As children grow, their interests grow and change. By providing materials and experiences that nurture and encourage these interests, their learning will be vibrant and meaningful. Some interests will last only a few minutes; some will last a lifetime.

Pay attention to your child(ren)'s interests. Feed those interests as long as they are present. You may be surprised to discover how much math, art, science and history can be learned by simply pursuing topics that your children find fascinating.

One of my favorite examples is a young man I know named Ben. Ben has a passion for metal detecting. His mother lamented to me one day that Ben loves metal detecting but she was worried that he really wasn't learning math, as she felt he should.

I spent some time chatting with Ben about his metal detecting hobby. He lives near a beach, and loves to go there to search for valuables. I asked him how he decides where to search. He explained to me that when he arrives at the beach, he lays out his plan, like a grid, in his mind. In that grid, each square is equal to about 1 square yard. Ben explained that he usually limits his search to an area that is about 20 yards X 20 yards. On average, he finds something in about every third square, and of those squares where he finds something, about 1 in 5 is something of value, like a silver dime or a ring. He then continued to translate those figures to percentages. He, also, shared the current values of gold, silver and platinum. I was trying to keep up with the numbers he was explaining to me, as he continued to explain the history of the values of the precious metals, such as when they had hit their highest values (and why) and when they had been very low.

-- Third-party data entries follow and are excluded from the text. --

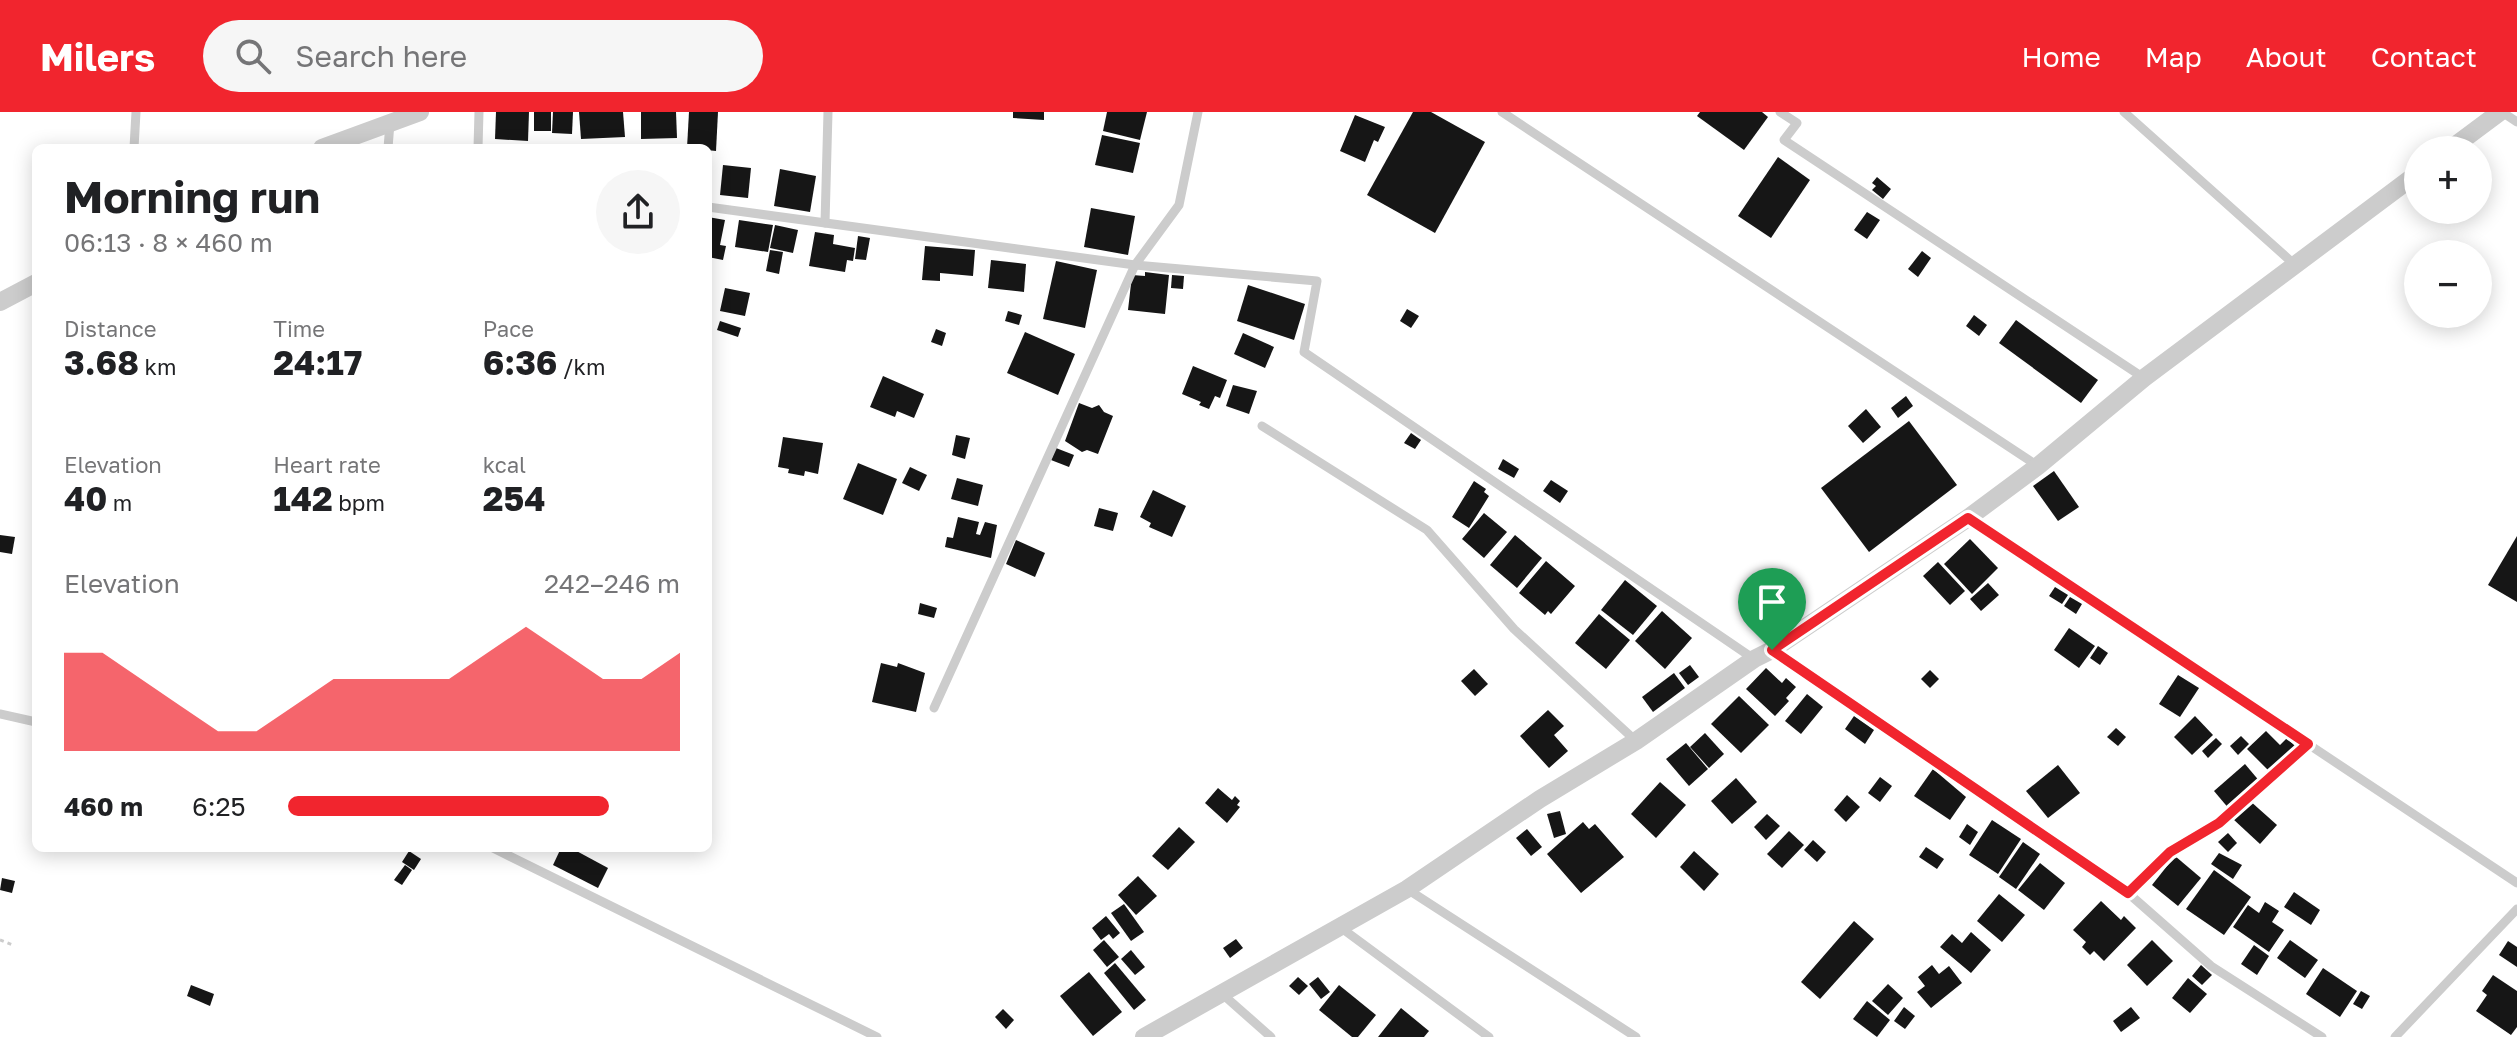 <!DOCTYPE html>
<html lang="en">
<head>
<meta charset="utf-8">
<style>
  body { margin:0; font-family:"Golos Text",sans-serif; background:#f6f6f6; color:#202124; height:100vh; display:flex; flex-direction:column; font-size:30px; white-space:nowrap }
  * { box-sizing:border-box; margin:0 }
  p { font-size:26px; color:#757577 }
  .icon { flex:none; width:44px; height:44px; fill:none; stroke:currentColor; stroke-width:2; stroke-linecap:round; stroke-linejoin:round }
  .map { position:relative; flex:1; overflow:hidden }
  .details { position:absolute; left:32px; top:32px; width:680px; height:708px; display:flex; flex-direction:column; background:#fff; border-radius:12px; box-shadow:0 4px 20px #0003 }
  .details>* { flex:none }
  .buttons { position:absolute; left:2404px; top:24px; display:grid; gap:16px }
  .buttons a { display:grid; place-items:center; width:88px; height:88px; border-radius:50%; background:#fff; box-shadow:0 4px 20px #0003; font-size:40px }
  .pin { position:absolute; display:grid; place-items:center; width:68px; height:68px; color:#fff; margin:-82px -34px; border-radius:50% 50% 50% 0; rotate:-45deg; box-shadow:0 0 8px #0007 }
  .pin .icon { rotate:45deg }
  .round { display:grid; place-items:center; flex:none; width:84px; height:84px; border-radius:42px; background:#f6f6f6 }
  .summary { display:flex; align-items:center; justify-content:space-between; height:136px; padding:0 32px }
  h1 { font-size:44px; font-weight:700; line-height:60px }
  .stats { display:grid; grid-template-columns:repeat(3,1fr); gap:12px; height:136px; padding:8px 32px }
  .stats div { display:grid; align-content:center }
  .stats b { font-size:34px; font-weight:700 }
  .stats small { font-size:22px; font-weight:400 }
  .stats p { font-size:22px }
  .chart { height:224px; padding:16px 32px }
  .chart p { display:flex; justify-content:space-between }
  .chart svg { width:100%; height:144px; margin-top:8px; fill:#f1252e; opacity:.7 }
  ul { padding:0 32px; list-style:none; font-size:26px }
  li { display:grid; grid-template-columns:128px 96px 1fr; align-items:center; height:60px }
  li i { height:20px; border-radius:10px; background:#f1252e }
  header { display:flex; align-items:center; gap:48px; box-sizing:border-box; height:112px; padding:0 40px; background:#f1252e; color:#fff }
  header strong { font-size:38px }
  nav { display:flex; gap:44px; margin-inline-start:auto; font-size:28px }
  .search { width:560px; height:72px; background:#f6f6f6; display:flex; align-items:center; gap:20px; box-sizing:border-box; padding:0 28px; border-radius:44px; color:#757577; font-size:30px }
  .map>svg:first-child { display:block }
</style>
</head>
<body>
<header>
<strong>Milers</strong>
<div class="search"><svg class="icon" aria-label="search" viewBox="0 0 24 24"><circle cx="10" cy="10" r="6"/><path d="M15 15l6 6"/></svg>Search here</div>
<nav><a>Home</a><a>Map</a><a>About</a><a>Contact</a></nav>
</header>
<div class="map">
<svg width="2517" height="925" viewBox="0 0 2517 925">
  <rect width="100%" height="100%" fill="#fff"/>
  <!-- building -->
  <g fill="#161616">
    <path d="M496 0H529L528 29 495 27Z"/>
    <rect x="534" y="0" width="17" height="19"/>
    <path d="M553 0H573L572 22 552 21Z"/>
    <path d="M579 0H623L625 25 581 27Z"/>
    <path d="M641 0H676L677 26 641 27Z"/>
    <path d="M689 0H718L716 39 687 36Z"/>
    <path d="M1013 0H1044V8L1013 6Z"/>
    <path d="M1107 0H1147L1140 28 1103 19Z"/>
    <path d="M1413 0H1431L1485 30 1435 121 1367 83Z"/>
    <path d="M1700 0H1762L1768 5 1744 38 1697 4Z"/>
    <path d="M1355 3 1385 15 1378 30 1374 28 1365 50 1340 39Z"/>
    <path d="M1102 23 1140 31 1133 61 1095 53Z"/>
    <path d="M1778 45 1810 68 1771 126 1738 104Z"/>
    <path d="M723 53 751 56 748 86 720 83Z"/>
    <path d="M780 57 816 64 810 100 774 94Z"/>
    <path d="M1877 65 1891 77 1883 87 1872 78 1876 74 1872 71Z"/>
    <path d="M1091 96 1135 104 1128 143 1084 135Z"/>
    <path d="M1867 100 1880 108 1867 127 1854 118Z"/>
    <path d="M708 105 725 108 720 133 726 134 723 148 708 145Z"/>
    <path d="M739 108 773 113 768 140 735 135Z"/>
    <path d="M775 113 798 118 793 141 770 136Z"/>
    <path d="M815 120 834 123 833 132 855 136 853 149 847 148 845 160 809 154Z"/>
    <path d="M858 124 870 126 866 148 855 147Z"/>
    <path d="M925 134 975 138 973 164 940 161V169L922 168Z"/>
    <path d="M770 138 783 140 779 162 766 159Z"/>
    <path d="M1922 139 1931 146 1918 165 1908 157Z"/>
    <path d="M991 148 1026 152 1024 180 988 176Z"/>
    <path d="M1056 149 1097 158 1085 216 1043 207Z"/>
    <path d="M1145 160 1169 163 1165 202 1128 198 1132 163 1145 164Z"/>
    <path d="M1172 163 1184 164 1183 177 1171 176Z"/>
    <path d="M1248 173 1305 192 1294 228 1237 209Z"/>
    <path d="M725 176 750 181 745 204 720 199Z"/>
    <path d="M1407 197 1419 204 1411 216 1400 209Z"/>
    <path d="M1008 199 1022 203 1019 213 1005 209Z"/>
    <path d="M1974 203 1987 213 1979 224 1966 214Z"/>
    <path d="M2016 208 2098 268 2081 291 1999 231Z"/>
    <path d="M720 209 741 216 738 225 717 218Z"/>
    <path d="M936 217 946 221 942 234 931 230Z"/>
    <path d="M1025 220 1075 242 1058 283 1007 261Z"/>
    <path d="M1243 221 1274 235 1265 256 1234 242Z"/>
    <path d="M1193 254 1227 268 1220 286 1215 284 1209 297 1199 293 1201 290 1182 282Z"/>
    <path d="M883 264 924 282 914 306 897 299 895 305 870 295Z"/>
    <path d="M1233 273 1257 279 1249 302 1226 294Z"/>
    <path d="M1906 284 1913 294 1898 306 1891 296Z"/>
    <path d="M1079 291 1092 296 1099 293 1104 300 1113 304 1098 342 1087 338 1082 340 1065 329Z"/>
    <path d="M1866 297 1881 315 1863 331 1848 314Z"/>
    <path d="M1909 309 1957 373 1869 440 1821 376Z"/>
    <path d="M1411 321 1421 328 1415 337 1404 331Z"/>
    <path d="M956 323 970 326 965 347 952 343Z"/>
    <path d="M783 325 823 331 818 362 805 359 804 364 788 361 789 357 778 355Z"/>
    <path d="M1056 336 1074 343 1069 355 1051 348Z"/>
    <path d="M1503 347 1519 357 1514 366 1498 357Z"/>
    <path d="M858 351 897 367 883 403 843 387Z"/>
    <path d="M910 355 927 363 919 379 902 371Z"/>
    <path d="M2054 359 2079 395 2058 409 2033 374Z"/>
    <path d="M957 366 983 373 978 394 951 387Z"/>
    <path d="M1551 368 1568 379 1560 391 1543 379Z"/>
    <path d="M1474 369 1486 377 1484 380 1489 384 1469 416 1452 405Z"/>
    <path d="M1153 378 1186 394 1172 425 1149 415 1151 411 1140 405Z"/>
    <path d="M1099 396 1118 401 1113 419 1094 414Z"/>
    <path d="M1484 401 1507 420 1484 446 1462 427Z"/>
    <path d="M958 405 979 410 976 422 980 423 985 410 997 413 991 446 945 435 947 425 953 426Z"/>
    <path d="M0 423 15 425 12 442 0 440Z"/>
    <path d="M1515 423 1542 446 1517 476 1490 453Z"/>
    <path d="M2517 424V490L2488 473Z"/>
    <path d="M1970 427 1998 456 1972 482 1944 452Z"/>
    <path d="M1016 428 1045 441 1035 465 1006 452Z"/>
    <path d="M1546 449 1575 474 1551 502 1548 499 1545 503 1519 481Z"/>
    <path d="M1938 450 1965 479 1950 493 1923 464Z"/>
    <path d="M1625 468 1657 494 1633 523 1601 498Z"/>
    <path d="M1988 471 1999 483 1981 499 1970 487Z"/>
    <path d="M2055 475 2068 483 2062 492 2049 484Z"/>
    <path d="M2070 485 2082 492 2076 502 2064 494Z"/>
    <path d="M920 491 937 496 934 506 918 502Z"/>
    <path d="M1662 499 1692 526 1665 557 1635 529Z"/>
    <path d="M1599 502 1630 528 1606 557 1575 531Z"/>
    <path d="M2069 516 2095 534 2079 556 2054 538Z"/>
    <path d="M2098 534 2108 541 2100 553 2090 546Z"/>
    <path d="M881 551 897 555 898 551 925 561 916 600 872 590Z"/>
    <path d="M1690 553 1699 565 1688 573 1679 561Z"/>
    <path d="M1766 556 1782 571 1786 566 1796 575 1786 586 1789 589 1775 604 1746 577Z"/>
    <path d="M1474 557 1488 572 1475 584 1461 569Z"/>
    <path d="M1930 558 1939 567 1930 576 1921 567Z"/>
    <path d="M1674 561 1685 576 1653 600 1642 585Z"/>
    <path d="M2178 563 2199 576 2180 605 2159 592Z"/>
    <path d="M1807 582 1823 595 1801 622 1785 609Z"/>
    <path d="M1739 584 1769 613 1741 641 1711 612Z"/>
    <path d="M1548 598 1564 614 1554 623 1568 639 1549 656 1520 624Z"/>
    <path d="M1854 604 1874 618 1865 632 1845 617Z"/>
    <path d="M2195 604 2213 623 2192 643 2174 625Z"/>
    <path d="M2116 616 2126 625 2118 634 2107 625Z"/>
    <path d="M2266 619 2280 633 2287 626 2295 634 2288 641 2291 644 2272 662 2247 637Z"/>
    <path d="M1705 621 1724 642 1709 656 1690 635Z"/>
    <path d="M2241 624 2249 632 2238 643 2230 634Z"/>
    <path d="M2216 626 2222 632 2208 646 2202 639Z"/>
    <path d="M1686 631 1708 657 1689 674 1666 647Z"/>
    <path d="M2245 652 2261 671 2230 698 2214 679Z"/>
    <path d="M2058 653 2080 681 2048 706 2026 679Z"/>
    <path d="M1933 657 1966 685 1950 708 1914 684Z"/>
    <path d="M1880 665 1892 674 1880 690 1868 681Z"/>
    <path d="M1736 666 1757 690 1732 712 1711 689Z"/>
    <path d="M1660 670 1686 693 1656 726 1631 702Z"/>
    <path d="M1218 676 1232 688 1235 684 1240 689 1237 693 1240 695 1227 711 1205 691Z"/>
    <path d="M1847 683 1860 695 1846 710 1834 698Z"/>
    <path d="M2249 688 2277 713 2260 732 2233 707Z"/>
    <path d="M1560 699 1566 722 1554 726 1547 702Z"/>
    <path d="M1767 702 1780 714 1766 728 1754 715Z"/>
    <path d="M1992 708 2021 727 1998 762 1969 743Z"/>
    <path d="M1583 710 1589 717 1595 712 1624 745 1581 781 1547 742Z"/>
    <path d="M1967 712 1978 720 1970 733 1959 725Z"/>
    <path d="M1179 715 1195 730 1168 758 1152 744Z"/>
    <path d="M1527 717 1542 735 1531 744 1516 726Z"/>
    <path d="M1789 719 1804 733 1782 756 1767 742Z"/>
    <path d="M2228 721 2237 731 2228 740 2218 730Z"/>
    <path d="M1813 728 1826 740 1817 750 1804 738Z"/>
    <path d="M2023 730 2040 742 2016 777 1999 765Z"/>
    <path d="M1926 735 1944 747 1937 757 1919 745Z"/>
    <path d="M561 736H571L608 756 598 776 553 753Z"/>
    <path d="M409 739 421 747 414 758 402 750Z"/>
    <path d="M1694 739 1719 762 1704 779 1680 755Z"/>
    <path d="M2219 741 2242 753 2233 767 2211 752Z"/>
    <path d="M2175 744 2201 766 2178 794 2152 773Z"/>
    <path d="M2040 751 2065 771 2044 798 2018 778Z"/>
    <path d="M405 753 412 758 402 773 394 768Z"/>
    <path d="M2214 758 2251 785 2224 823 2186 797Z"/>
    <path d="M1138 764 1157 784 1136 803 1118 783Z"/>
    <path d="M2 766 15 769 12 781 0 778Z"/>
    <path d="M2294 780 2320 798 2311 813 2284 795Z"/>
    <path d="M1999 782 2025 803 2002 830 1977 809Z"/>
    <path d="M2101 789 2121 808 2124 804 2136 816 2104 849 2094 839 2090 843 2082 835 2086 830 2073 818Z"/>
    <path d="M2265 790 2279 799 2272 810 2284 818 2269 840 2233 815 2248 793 2259 801Z"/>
    <path d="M1124 792 1144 820 1131 829 1111 801Z"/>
    <path d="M1106 804 1120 821 1113 827 1109 822 1101 828 1092 816Z"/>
    <path d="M1854 809 1874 827 1820 887 1801 870Z"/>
    <path d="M1971 820 1991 838 1971 861 1940 835 1952 822 1962 831Z"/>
    <path d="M1236 827 1243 836 1230 846 1223 836Z"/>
    <path d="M1104 828 1119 845 1107 855 1093 838Z"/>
    <path d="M2152 828 2173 849 2147 874 2127 853Z"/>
    <path d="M2290 828 2318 848 2305 866 2277 846Z"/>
    <path d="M2508 829 2517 835V855L2499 843Z"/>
    <path d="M2254 833 2269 844 2257 863 2241 852Z"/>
    <path d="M1131 838 1145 855 1135 863 1121 847Z"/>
    <path d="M1115 851 1146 888 1134 898 1104 861Z"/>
    <path d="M1932 853 1939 862 1949 854 1962 871 1931 896 1917 880 1925 874 1918 865Z"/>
    <path d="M2201 853 2212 863 2202 873 2192 864Z"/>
    <path d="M2323 856 2357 879 2340 905 2306 882Z"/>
    <path d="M1089 860 1122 900 1093 924 1060 884Z"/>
    <path d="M2493 863 2517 879V915L2511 923 2476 899 2487 883 2482 879Z"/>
    <path d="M1298 865 1308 874 1299 883 1289 874Z"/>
    <path d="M1318 865 1330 880 1321 887 1309 872Z"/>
    <path d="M2188 866 2207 882 2190 901 2172 886Z"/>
    <path d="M1888 872 1903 886 1888 903 1872 889Z"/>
    <path d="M191 873 214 882 210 894 187 884Z"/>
    <path d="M1339 873 1376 903 1358 925H1352L1319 898Z"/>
    <path d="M2361 879 2370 884 2362 897 2353 892Z"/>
    <path d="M1867 889 1890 908 1877 925 1853 907Z"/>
    <path d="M1904 895 1915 904 1905 917 1894 909Z"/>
    <path d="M2131 895 2140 906 2121 920 2113 909Z"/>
    <path d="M1401 896 1429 919 1424 925H1378Z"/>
    <path d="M1003 897 1014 908 1006 917 995 905Z"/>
  </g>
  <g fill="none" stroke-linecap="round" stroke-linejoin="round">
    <!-- path -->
    <path stroke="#ccc" stroke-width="3" stroke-dasharray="4 4" stroke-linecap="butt" d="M0 828 13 833"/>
    <!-- service -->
    <g stroke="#ccc" stroke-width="9">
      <path d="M1502 0 2038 354"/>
      <path d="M1780 0 1797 11 1784 28 2144 266"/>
      <path d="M2124 0 2294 152"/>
      <path d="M2502 0 2517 10"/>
      <path d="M134 36 136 0"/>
      <path d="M388 36 390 11"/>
      <path d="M478 36 479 0"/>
      <path d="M708 95 1135 153 1317 169 1304 240 1754 547"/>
      <path d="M825 111 828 0"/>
      <path d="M1262 314 1427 418 1514 517 1636 629"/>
      <path d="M1968 406 2517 771"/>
      <path d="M1772 538 2128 781 2211 854 2322 925"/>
      <path d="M934 596 1135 153 1179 93 1198 0"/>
      <path d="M0 602 36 610"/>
      <path d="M493 736 877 925"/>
      <path d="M1407 777 1636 925"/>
      <path d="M2128 781 2170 740 2219 711 2308 632"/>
      <path d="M1340 815 1489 925"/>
      <path d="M1220 880 1271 925"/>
      <path d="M2395 925 2517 797"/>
    </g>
    <!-- minor -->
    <g stroke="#ccc" stroke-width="18">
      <path d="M322 36 420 0"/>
      <path d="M2449 38 2500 0"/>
      <path d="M0 190 36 171"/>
      <path d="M1144 925 1407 777 1540 687 1636 629 1754 547 1772 538 1968 406 2038 354 2144 266 2418 61"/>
    </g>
  </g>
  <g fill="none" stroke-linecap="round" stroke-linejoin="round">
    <!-- route casing -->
    <g stroke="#fff" stroke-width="16">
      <path id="route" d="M1968 406 2308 632 2219 711 2170 740 2128 781 1772 538Z"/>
    </g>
    <!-- route -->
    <use href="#route" stroke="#f1252e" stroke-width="10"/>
  </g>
</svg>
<div class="buttons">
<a>+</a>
<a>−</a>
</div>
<div class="pin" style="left:1772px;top:538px;background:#1e9e55"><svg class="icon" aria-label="arrive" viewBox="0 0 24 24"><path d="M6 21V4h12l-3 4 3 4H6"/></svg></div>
<section class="details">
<div class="summary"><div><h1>Morning run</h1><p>06:13 · 8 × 460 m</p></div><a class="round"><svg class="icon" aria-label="share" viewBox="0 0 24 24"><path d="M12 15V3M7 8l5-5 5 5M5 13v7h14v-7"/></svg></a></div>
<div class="stats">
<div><p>Distance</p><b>3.68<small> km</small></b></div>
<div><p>Time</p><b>24:17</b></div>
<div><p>Pace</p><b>6:36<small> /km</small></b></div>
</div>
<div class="stats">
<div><p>Elevation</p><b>40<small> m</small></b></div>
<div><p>Heart rate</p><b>142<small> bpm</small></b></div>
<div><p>kcal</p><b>254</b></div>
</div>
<div class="chart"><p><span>Elevation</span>242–246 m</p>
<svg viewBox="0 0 160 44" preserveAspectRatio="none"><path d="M0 44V14L10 14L20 22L30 30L40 38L50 38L60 30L70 22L80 22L90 22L100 22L110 14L120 6L130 14L140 22L150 22L160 14V44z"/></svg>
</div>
<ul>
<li><b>460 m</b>6:25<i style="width:82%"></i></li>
</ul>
</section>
</div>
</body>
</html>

I began to see that because this information was valuable to Ben, because it pertained so significantly to his hobby, it came easily to him. It had meaning.

Over the years, I have had many conversations with Ben about his hobby. He never ceases to amaze me with his knowledge of history, art, science, math, investing, and more, all gained through the active and enthusiastic pursuit of his hobby. He has even turned his hobby into a business, finding lost items, locating surveyors' pins, and even locating dropped screws and nails from beneath a recently constructed tree house.

A large logging firm asked Ben to scan some very old trees that were going to be cut. They wanted to know if there were any metal objects, like large eye-screws used to hold a clothesline, that might be embedded in the trunk. These metallic items could damage a saw blade. The scan didn't reveal any eye-screws, but Ben was thrilled to discover several very old bullets and a few "large cents." He took to the bullets to a historian, who told him they were from the Civil War era and of a type used by Union soldiers. No battles were known to have taken place in that area, so Ben said that the historian thought it might have once been a training ground for Union soldiers. The "large cents" were pennies that were made long ago, that are larger in size than today's pennies. Ben said that it was "really cool" to find large cents that didn't have holes punched in them. Apparently, due to the lack of pockets in most pioneer clothing,(or to holes in pockets that were in some clothing), pioneers often punched holes in their coins and wore them on a string around their neck to keep them safe.

Each find that Ben makes with his metal detector leads him on a scavenger hunt for information, and as he finds that information, it leads him to search for more.

I'm so glad that Ben's mom didn't give him a "fits-all" curriculum. Make the most of your option to create a plan that works for your family. Each member of your family has unique interests, abilities and dreams. Nurture them!